Work to complete: From the entries below, copy each line in which the word "controls" occurs.

Exercise input:
==========

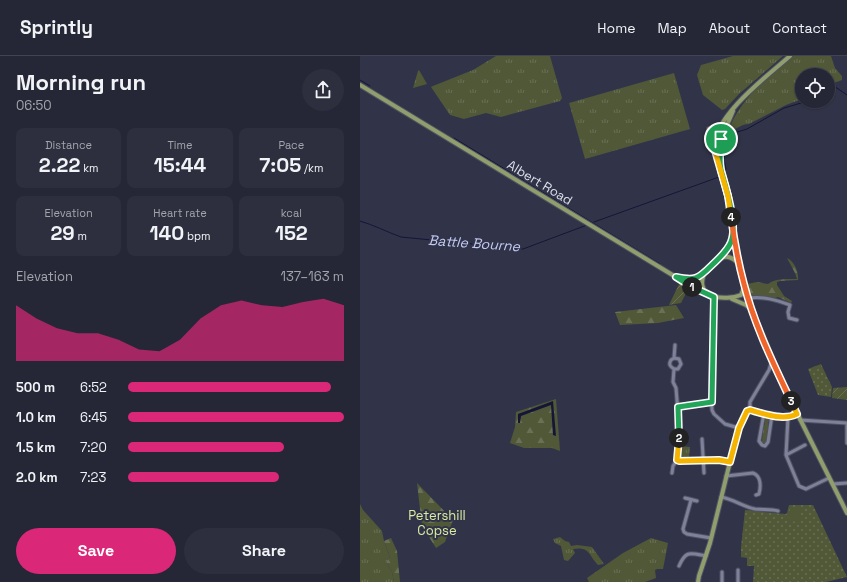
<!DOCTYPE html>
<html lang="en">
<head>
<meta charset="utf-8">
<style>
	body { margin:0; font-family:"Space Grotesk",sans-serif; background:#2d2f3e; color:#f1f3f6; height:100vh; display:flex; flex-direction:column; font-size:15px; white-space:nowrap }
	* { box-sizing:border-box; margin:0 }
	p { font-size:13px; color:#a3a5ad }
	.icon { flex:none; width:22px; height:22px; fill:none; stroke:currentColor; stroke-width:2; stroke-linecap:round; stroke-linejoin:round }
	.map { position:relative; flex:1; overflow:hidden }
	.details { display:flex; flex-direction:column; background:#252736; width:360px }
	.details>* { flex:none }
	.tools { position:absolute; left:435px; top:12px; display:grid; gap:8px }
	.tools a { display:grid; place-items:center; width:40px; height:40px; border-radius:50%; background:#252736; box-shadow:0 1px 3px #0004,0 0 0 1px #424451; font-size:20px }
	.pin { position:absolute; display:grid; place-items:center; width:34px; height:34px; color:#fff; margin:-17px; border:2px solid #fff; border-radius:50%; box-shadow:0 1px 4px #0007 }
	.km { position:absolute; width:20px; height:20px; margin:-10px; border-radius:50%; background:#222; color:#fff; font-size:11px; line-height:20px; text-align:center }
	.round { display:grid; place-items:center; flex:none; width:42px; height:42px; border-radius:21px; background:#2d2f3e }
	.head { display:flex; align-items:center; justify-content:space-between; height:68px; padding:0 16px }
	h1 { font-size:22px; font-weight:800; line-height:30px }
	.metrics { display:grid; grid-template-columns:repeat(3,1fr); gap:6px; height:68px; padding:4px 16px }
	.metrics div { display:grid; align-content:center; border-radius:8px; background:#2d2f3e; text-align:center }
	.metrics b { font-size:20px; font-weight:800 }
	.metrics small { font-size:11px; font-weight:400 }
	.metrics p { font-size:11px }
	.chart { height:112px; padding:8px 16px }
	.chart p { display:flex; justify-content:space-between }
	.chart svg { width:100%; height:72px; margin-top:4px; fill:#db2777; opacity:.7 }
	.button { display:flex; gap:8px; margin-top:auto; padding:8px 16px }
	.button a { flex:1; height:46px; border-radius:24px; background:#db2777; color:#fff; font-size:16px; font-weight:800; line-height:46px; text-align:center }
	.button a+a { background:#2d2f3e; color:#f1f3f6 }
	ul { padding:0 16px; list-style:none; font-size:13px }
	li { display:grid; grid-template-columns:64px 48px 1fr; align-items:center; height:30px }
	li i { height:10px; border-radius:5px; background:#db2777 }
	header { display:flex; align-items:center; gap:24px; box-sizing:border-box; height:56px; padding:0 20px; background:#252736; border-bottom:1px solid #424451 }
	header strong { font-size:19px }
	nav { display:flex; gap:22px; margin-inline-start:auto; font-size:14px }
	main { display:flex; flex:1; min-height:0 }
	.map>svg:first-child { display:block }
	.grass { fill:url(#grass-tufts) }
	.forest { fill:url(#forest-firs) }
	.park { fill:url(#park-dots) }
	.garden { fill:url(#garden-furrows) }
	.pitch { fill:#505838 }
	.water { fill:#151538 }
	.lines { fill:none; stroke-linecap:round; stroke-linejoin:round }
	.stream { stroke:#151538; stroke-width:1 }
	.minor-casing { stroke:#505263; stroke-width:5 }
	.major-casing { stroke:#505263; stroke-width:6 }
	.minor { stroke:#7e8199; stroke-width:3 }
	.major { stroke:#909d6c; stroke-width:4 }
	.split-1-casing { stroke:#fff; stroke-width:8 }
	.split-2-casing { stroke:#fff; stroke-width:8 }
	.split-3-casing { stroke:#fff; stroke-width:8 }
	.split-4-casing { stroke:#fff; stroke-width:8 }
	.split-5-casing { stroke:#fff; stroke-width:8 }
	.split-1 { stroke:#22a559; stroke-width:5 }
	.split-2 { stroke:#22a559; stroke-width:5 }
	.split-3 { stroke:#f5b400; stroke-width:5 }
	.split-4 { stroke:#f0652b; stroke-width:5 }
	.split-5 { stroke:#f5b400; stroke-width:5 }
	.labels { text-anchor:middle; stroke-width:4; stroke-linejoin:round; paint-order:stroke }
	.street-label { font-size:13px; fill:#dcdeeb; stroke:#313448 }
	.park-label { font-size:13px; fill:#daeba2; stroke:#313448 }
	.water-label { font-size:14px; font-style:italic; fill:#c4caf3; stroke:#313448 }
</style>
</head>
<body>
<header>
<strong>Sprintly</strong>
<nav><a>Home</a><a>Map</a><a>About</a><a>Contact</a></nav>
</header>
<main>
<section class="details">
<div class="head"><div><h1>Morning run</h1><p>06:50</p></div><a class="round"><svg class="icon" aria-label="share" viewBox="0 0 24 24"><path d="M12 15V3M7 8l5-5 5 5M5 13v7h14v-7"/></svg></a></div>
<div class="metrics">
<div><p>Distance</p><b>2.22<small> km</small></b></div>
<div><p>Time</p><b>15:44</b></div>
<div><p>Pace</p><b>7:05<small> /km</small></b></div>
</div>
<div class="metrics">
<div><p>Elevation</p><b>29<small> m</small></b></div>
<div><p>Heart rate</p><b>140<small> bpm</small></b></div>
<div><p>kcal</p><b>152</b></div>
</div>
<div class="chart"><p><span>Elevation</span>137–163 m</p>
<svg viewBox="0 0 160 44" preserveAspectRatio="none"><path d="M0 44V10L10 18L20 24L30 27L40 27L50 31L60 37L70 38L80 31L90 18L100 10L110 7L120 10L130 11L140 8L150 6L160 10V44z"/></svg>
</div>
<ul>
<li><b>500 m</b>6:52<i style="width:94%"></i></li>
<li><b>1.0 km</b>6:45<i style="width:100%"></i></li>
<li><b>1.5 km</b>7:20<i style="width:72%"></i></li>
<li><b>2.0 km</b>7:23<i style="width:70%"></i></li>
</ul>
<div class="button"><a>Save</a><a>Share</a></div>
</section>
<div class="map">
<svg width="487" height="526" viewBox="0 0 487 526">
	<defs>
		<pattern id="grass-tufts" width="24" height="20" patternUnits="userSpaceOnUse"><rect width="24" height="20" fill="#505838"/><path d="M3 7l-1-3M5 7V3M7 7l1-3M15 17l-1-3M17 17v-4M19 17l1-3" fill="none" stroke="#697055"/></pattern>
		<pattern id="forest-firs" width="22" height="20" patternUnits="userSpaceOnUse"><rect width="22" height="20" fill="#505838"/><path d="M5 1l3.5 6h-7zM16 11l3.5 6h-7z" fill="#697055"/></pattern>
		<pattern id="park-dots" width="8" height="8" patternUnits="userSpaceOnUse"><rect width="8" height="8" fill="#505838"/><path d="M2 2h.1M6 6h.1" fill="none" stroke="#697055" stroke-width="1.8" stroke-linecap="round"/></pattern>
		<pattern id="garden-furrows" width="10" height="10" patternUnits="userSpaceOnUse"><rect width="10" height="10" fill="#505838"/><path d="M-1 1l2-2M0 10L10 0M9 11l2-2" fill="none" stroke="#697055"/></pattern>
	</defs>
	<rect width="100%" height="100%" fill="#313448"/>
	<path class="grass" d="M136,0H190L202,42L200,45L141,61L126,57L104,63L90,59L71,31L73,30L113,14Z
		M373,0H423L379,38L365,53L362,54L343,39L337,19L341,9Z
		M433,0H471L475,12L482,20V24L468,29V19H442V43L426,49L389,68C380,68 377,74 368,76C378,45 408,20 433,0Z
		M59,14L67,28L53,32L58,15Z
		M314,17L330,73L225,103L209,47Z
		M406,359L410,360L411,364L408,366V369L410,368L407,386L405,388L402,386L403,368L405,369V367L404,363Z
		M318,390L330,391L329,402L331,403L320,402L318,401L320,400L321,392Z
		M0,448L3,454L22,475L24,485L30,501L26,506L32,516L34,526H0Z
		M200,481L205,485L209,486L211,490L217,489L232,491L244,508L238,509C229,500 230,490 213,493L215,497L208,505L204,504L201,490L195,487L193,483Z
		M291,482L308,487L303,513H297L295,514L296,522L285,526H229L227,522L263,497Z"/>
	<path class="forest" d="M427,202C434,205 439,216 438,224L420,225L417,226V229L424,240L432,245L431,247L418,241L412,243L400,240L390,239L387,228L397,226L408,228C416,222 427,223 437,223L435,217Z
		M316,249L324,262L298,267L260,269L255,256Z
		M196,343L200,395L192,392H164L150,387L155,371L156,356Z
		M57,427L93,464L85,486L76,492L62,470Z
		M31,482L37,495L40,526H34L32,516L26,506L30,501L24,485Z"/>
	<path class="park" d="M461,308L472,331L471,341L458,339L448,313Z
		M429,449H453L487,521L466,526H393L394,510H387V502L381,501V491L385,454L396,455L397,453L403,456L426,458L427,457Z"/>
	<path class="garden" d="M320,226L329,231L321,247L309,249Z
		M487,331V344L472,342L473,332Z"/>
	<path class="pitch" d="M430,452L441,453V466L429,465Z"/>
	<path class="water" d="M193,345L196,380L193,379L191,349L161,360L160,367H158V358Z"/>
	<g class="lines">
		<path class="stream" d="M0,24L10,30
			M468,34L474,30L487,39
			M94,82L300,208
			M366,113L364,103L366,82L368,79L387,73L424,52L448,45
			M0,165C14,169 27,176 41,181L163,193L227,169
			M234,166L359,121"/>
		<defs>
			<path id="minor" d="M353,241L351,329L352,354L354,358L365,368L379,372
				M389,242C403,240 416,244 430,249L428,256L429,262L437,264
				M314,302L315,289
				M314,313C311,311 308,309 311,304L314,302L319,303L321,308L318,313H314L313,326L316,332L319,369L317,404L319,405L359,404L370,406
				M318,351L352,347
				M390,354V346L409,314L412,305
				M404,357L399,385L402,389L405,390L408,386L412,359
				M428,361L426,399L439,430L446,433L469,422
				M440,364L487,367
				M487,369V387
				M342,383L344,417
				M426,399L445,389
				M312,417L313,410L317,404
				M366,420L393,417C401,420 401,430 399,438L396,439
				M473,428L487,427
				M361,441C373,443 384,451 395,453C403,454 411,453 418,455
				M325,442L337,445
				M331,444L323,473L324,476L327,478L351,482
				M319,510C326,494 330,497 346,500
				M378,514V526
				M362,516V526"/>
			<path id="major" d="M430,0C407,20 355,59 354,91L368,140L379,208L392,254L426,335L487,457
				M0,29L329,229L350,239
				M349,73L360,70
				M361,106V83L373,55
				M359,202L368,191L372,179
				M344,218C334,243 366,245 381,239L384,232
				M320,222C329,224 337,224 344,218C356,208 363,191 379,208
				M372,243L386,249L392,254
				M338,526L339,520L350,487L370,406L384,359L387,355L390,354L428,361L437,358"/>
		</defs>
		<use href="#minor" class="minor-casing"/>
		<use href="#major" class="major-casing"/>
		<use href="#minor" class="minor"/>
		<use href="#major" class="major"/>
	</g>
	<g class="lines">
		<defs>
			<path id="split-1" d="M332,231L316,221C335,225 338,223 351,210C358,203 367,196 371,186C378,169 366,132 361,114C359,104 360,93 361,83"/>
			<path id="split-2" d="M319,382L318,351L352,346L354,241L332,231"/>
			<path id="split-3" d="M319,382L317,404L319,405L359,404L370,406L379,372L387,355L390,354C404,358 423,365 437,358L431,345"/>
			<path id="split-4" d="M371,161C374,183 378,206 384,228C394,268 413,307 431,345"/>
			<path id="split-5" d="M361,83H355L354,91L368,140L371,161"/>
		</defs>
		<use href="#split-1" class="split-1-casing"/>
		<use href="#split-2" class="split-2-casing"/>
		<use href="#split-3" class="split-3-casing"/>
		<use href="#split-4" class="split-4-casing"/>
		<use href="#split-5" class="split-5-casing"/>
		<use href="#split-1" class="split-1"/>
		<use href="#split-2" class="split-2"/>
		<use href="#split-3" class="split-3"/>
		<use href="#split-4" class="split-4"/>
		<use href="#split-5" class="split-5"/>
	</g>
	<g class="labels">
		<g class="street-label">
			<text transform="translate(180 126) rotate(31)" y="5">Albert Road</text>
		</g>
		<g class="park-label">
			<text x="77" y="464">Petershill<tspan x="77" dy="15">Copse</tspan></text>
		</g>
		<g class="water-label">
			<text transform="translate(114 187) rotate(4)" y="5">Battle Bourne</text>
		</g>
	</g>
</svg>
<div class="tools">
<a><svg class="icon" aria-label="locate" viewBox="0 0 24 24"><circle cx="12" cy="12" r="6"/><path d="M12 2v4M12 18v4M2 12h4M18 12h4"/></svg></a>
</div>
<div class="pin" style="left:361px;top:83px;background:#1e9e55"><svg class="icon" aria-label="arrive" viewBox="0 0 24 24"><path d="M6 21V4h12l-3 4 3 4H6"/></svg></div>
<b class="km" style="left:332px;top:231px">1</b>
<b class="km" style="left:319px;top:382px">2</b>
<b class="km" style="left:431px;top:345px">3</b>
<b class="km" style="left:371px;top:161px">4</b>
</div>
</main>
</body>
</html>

==========

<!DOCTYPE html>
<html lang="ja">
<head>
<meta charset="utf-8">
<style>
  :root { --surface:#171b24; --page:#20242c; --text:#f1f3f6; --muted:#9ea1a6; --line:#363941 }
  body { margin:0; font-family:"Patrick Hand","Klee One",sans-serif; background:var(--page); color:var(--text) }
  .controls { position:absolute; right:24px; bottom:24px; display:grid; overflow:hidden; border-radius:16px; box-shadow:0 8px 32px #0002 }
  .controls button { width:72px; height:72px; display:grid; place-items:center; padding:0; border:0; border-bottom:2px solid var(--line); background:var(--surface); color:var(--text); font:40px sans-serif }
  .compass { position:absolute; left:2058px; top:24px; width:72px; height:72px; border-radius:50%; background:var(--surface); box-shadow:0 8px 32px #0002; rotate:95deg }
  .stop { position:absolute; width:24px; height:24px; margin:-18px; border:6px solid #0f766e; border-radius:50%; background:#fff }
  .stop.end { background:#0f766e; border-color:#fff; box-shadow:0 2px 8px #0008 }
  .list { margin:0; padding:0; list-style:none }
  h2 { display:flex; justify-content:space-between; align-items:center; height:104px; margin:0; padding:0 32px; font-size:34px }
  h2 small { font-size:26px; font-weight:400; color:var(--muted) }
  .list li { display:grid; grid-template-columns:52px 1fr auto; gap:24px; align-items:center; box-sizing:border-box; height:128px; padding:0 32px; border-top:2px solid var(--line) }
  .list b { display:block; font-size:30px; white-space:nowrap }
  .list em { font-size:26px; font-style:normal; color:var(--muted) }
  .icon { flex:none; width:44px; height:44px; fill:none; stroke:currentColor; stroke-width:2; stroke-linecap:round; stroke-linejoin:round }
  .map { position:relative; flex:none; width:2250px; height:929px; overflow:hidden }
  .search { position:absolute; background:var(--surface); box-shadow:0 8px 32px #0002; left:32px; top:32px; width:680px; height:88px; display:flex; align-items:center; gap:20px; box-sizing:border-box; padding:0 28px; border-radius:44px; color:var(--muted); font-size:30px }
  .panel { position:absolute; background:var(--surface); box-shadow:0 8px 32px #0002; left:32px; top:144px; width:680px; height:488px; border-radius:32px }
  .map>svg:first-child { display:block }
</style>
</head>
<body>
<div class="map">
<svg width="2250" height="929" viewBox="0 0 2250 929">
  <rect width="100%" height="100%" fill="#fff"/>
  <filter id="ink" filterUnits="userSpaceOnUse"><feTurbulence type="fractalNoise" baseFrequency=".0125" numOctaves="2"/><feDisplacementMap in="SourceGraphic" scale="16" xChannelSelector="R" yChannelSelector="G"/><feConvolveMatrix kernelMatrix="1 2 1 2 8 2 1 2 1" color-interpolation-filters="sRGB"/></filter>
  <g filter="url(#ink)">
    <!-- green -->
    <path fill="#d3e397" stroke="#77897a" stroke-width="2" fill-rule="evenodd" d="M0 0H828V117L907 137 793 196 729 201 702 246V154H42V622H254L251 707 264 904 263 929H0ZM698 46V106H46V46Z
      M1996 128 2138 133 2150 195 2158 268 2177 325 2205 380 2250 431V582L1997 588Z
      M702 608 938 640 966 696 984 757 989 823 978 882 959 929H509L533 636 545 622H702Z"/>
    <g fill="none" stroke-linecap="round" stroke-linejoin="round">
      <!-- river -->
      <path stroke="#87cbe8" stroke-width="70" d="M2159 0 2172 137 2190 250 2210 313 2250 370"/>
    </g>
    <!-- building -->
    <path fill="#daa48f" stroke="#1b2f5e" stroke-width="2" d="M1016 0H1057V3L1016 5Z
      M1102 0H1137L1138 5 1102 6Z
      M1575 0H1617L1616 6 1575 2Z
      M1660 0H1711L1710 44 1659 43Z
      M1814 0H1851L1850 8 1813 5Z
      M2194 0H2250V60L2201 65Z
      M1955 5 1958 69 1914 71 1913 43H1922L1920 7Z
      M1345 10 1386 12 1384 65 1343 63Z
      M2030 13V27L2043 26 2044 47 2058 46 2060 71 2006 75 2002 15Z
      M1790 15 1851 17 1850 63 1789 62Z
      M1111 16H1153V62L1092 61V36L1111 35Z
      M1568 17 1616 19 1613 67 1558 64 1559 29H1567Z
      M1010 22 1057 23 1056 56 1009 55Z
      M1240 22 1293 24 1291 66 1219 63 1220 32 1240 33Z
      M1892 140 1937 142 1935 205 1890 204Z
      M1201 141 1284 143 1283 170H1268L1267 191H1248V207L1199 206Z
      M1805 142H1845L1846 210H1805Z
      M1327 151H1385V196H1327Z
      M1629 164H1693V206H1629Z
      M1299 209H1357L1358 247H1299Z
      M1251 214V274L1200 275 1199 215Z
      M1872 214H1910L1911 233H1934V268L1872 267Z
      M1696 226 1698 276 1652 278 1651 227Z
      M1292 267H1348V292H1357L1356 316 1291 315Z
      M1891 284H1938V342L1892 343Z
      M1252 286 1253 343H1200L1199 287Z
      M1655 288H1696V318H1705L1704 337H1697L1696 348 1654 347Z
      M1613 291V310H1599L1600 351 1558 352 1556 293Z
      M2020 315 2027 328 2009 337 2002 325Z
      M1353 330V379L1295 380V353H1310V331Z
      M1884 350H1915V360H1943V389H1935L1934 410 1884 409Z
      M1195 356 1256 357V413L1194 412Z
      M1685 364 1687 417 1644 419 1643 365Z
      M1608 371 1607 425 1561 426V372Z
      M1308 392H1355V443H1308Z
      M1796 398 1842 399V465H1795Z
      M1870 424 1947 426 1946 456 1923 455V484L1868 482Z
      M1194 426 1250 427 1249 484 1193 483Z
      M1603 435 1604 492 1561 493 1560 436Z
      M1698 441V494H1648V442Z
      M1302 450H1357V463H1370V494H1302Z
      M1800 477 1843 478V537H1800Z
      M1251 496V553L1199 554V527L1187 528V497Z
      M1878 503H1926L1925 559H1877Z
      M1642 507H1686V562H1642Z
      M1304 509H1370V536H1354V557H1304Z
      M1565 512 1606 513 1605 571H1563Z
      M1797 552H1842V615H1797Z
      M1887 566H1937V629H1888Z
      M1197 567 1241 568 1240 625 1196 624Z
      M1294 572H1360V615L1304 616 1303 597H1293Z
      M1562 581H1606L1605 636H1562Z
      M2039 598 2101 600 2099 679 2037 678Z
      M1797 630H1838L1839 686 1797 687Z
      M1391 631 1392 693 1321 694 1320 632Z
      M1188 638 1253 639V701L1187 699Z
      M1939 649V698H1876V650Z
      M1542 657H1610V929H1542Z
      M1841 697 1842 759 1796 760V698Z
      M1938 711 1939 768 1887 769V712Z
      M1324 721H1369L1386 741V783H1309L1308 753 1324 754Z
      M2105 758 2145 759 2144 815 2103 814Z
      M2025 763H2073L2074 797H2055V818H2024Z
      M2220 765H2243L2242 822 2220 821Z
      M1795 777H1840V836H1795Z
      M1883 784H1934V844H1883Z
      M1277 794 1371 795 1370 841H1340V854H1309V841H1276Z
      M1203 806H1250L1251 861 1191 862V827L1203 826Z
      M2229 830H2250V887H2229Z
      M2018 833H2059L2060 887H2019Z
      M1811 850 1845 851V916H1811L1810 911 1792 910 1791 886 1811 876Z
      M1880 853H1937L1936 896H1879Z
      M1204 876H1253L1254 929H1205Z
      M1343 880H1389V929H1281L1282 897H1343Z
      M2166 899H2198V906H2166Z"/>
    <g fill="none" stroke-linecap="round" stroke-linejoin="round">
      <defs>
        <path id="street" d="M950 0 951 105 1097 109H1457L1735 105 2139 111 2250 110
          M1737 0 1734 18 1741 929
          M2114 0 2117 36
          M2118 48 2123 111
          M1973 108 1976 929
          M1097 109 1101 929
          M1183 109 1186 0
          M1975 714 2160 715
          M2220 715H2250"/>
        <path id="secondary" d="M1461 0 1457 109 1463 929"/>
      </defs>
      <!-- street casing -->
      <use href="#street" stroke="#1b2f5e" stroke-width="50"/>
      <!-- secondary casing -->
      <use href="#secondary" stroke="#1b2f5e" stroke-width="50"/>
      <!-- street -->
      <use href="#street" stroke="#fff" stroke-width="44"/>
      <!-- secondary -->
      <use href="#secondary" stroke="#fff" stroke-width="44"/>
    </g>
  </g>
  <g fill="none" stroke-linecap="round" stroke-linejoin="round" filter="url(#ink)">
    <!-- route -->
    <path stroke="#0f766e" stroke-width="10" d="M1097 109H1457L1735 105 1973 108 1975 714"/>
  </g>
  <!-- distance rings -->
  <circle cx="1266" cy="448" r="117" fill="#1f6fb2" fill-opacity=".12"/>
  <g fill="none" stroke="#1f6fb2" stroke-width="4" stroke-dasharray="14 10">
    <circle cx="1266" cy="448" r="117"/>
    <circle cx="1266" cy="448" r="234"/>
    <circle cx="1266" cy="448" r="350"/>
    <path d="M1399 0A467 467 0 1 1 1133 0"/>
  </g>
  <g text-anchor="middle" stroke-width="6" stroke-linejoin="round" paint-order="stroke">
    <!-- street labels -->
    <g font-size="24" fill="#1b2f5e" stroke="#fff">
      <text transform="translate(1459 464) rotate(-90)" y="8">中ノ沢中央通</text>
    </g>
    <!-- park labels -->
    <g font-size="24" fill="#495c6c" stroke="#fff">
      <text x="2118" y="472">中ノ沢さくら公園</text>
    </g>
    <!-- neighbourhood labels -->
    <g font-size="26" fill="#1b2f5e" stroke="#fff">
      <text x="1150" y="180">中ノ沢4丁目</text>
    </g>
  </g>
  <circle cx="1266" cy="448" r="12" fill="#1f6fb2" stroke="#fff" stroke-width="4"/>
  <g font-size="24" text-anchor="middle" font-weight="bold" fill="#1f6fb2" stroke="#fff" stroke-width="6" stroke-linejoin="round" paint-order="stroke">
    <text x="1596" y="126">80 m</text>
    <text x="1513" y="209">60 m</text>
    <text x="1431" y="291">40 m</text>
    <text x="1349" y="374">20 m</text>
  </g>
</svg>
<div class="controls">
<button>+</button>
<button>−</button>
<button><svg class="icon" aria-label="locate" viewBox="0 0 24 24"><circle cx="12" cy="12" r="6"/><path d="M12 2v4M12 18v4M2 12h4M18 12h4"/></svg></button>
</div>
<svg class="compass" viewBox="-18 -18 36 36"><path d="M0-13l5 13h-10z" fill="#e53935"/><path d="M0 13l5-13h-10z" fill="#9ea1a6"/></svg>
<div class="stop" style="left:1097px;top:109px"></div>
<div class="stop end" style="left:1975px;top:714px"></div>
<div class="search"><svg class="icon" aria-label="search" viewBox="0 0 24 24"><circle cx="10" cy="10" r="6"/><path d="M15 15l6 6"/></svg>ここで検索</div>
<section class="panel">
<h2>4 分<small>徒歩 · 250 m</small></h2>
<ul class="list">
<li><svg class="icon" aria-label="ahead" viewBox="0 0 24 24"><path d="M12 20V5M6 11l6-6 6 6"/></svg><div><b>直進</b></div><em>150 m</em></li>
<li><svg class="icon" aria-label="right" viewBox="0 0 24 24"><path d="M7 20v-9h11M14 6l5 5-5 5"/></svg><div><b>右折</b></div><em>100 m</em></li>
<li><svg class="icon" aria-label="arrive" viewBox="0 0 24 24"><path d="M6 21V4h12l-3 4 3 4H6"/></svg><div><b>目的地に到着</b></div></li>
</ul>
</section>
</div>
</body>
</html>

==========

Answer space:
  .controls { position:absolute; right:24px; bottom:24px; display:grid; overflow:hidden; border-radius:16px; box-shadow:0 8px 32px #0002 }
  .controls button { width:72px; height:72px; display:grid; place-items:center; padding:0; border:0; border-bottom:2px solid var(--line); background:var(--surface); color:var(--text); font:40px sans-serif }
<div class="controls">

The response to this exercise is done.